Saved data entries:
__________
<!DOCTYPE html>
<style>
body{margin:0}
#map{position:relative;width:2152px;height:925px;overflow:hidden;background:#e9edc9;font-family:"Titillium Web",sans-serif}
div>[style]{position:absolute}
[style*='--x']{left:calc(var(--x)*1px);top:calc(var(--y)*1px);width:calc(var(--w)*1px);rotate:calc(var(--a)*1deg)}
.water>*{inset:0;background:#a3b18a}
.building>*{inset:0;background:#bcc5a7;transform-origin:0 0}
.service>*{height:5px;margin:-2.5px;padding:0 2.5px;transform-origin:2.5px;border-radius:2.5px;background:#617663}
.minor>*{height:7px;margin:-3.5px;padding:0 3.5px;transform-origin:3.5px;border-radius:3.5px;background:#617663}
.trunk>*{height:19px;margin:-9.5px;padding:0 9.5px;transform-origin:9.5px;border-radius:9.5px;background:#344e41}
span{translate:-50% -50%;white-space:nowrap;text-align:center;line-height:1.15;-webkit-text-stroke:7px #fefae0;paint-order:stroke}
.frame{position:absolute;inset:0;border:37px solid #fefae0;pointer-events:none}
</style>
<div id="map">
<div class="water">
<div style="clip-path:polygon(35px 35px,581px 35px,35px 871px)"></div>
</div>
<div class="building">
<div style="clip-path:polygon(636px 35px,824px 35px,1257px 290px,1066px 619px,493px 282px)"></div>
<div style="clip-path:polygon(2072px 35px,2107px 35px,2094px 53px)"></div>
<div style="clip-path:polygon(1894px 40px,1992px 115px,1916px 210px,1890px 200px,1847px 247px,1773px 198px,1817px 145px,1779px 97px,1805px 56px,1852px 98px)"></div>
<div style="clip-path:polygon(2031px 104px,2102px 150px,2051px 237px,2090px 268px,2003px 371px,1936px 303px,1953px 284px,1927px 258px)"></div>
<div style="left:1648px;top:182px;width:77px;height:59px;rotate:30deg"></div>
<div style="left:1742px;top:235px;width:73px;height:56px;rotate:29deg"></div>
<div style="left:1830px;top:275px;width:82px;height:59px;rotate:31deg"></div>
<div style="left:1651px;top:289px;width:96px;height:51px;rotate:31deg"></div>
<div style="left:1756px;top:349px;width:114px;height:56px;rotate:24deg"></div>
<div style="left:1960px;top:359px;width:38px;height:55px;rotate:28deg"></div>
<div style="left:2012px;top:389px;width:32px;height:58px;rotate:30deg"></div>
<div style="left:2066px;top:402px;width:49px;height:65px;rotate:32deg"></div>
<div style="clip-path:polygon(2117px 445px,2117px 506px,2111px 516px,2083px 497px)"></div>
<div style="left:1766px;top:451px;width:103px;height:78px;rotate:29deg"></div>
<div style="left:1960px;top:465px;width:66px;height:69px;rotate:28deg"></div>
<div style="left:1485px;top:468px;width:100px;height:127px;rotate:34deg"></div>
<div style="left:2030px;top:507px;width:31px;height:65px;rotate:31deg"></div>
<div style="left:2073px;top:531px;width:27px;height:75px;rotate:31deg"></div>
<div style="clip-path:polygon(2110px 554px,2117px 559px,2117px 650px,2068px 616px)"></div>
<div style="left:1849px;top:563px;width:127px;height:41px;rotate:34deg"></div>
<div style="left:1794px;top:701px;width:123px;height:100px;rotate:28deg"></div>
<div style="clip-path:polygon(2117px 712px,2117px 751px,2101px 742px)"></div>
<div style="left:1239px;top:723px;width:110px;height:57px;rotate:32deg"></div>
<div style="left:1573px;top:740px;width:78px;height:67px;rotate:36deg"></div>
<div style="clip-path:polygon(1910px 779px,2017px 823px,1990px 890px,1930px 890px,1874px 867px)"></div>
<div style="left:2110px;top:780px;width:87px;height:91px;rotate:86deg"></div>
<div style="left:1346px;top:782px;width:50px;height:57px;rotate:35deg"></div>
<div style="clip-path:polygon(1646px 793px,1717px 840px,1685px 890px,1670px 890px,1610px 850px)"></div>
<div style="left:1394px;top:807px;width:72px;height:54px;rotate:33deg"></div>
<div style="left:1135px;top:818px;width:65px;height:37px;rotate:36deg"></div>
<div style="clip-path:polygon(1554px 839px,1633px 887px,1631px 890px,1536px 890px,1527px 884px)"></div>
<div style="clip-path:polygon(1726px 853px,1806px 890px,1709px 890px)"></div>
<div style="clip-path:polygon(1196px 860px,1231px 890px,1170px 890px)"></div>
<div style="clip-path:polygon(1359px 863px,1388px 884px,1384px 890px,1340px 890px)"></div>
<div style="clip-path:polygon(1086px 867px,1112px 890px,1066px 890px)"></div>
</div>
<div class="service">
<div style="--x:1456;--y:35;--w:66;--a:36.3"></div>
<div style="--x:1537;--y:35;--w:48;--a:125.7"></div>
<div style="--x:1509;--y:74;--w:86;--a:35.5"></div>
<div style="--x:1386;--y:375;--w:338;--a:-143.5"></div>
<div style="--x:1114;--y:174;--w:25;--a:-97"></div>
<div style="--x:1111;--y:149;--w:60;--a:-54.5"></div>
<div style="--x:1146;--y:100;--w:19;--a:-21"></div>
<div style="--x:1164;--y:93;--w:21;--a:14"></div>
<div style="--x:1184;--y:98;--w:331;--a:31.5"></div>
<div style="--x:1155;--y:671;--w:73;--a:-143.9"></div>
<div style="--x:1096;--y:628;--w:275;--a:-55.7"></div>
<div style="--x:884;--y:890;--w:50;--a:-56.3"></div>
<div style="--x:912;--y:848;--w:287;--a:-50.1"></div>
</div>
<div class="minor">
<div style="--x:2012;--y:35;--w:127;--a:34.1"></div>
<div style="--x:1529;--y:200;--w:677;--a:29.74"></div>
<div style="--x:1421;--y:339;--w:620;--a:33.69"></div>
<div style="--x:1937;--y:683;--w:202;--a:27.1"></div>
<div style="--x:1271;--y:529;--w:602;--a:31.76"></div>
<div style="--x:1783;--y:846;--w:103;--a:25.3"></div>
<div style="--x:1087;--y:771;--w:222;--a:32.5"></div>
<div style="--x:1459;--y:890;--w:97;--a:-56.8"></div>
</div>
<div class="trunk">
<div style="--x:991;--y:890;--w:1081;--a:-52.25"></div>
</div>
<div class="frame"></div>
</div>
__________
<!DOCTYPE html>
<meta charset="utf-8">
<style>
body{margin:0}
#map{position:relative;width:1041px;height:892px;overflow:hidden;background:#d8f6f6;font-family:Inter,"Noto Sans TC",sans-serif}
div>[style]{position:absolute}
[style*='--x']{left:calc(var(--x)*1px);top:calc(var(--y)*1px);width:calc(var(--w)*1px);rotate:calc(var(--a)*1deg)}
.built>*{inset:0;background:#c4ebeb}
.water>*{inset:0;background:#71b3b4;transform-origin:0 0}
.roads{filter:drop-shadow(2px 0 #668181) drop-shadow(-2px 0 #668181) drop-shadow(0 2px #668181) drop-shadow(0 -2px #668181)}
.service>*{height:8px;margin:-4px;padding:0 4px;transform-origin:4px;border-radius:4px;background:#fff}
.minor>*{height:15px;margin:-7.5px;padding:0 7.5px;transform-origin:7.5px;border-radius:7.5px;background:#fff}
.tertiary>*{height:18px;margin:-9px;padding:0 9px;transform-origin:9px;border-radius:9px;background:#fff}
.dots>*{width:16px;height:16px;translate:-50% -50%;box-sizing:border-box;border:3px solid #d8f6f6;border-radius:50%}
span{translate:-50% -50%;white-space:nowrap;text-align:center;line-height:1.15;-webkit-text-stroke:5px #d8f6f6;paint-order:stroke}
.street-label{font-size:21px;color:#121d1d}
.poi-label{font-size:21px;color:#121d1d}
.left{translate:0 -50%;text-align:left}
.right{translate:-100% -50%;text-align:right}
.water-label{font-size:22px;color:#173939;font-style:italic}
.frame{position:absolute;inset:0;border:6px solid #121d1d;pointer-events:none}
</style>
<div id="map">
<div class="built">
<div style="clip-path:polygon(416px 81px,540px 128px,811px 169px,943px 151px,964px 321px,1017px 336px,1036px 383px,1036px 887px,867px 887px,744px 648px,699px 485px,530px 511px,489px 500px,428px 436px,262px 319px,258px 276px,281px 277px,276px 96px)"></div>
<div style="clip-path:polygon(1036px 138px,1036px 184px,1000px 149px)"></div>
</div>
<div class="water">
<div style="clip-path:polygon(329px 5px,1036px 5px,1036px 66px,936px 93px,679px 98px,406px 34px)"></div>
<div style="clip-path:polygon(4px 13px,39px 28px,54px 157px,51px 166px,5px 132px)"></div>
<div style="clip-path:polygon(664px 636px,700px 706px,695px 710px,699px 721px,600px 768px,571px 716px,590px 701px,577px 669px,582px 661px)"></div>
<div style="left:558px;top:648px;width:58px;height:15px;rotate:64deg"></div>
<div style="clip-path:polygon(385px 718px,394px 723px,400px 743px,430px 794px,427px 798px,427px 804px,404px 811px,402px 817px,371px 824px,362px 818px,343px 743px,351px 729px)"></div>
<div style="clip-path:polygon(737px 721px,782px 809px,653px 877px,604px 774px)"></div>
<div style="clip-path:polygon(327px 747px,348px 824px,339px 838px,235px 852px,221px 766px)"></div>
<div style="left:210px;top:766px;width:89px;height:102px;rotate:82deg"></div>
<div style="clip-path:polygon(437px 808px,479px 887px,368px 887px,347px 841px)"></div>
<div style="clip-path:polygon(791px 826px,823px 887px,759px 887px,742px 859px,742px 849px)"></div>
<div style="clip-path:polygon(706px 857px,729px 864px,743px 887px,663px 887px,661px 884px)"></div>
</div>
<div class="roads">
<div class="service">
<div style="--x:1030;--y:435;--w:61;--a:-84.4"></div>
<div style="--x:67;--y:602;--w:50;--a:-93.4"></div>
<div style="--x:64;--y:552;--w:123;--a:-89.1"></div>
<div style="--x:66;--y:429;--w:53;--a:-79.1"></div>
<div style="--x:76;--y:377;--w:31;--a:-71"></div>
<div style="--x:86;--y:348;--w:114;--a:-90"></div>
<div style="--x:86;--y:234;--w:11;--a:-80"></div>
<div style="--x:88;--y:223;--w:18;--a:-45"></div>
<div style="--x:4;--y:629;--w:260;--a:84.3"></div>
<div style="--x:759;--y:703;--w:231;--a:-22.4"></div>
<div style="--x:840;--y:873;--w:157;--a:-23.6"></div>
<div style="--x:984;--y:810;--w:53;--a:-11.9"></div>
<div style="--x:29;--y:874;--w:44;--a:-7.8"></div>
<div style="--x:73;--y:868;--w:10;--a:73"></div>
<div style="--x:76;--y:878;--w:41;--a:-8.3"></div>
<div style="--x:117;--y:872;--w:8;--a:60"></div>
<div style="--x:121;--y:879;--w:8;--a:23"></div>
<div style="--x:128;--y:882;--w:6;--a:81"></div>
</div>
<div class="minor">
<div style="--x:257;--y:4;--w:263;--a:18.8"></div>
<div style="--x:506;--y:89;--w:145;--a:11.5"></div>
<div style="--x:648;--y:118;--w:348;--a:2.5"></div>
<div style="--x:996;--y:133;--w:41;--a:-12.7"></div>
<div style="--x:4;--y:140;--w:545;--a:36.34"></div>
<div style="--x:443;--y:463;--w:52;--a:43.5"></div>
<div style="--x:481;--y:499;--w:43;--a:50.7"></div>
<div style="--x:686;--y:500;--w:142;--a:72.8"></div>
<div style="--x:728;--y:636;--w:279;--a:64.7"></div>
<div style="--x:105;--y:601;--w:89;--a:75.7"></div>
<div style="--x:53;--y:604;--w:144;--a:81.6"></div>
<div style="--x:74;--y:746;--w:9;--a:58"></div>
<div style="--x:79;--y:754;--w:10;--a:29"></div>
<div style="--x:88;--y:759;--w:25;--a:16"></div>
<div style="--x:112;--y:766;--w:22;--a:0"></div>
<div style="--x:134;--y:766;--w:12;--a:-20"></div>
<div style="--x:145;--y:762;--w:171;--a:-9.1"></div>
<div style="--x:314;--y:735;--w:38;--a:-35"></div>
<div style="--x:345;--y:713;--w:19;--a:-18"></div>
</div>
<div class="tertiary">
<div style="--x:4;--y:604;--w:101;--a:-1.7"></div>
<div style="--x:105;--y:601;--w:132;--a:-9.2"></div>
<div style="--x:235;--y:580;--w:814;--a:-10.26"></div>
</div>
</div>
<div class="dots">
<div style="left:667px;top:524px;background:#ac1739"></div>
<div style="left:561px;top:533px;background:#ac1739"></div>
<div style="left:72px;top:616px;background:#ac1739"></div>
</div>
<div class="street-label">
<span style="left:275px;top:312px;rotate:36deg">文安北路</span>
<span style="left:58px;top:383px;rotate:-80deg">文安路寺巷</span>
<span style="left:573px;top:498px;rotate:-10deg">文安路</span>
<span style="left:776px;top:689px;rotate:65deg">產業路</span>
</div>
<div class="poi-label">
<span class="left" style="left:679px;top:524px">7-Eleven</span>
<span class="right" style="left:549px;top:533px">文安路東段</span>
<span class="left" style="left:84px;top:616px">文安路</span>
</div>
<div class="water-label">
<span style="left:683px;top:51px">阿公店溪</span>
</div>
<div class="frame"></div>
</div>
__________
Among the entries above, how many lines include the word "roads"? Give the number with no comment.

- _Answer for the task_:
2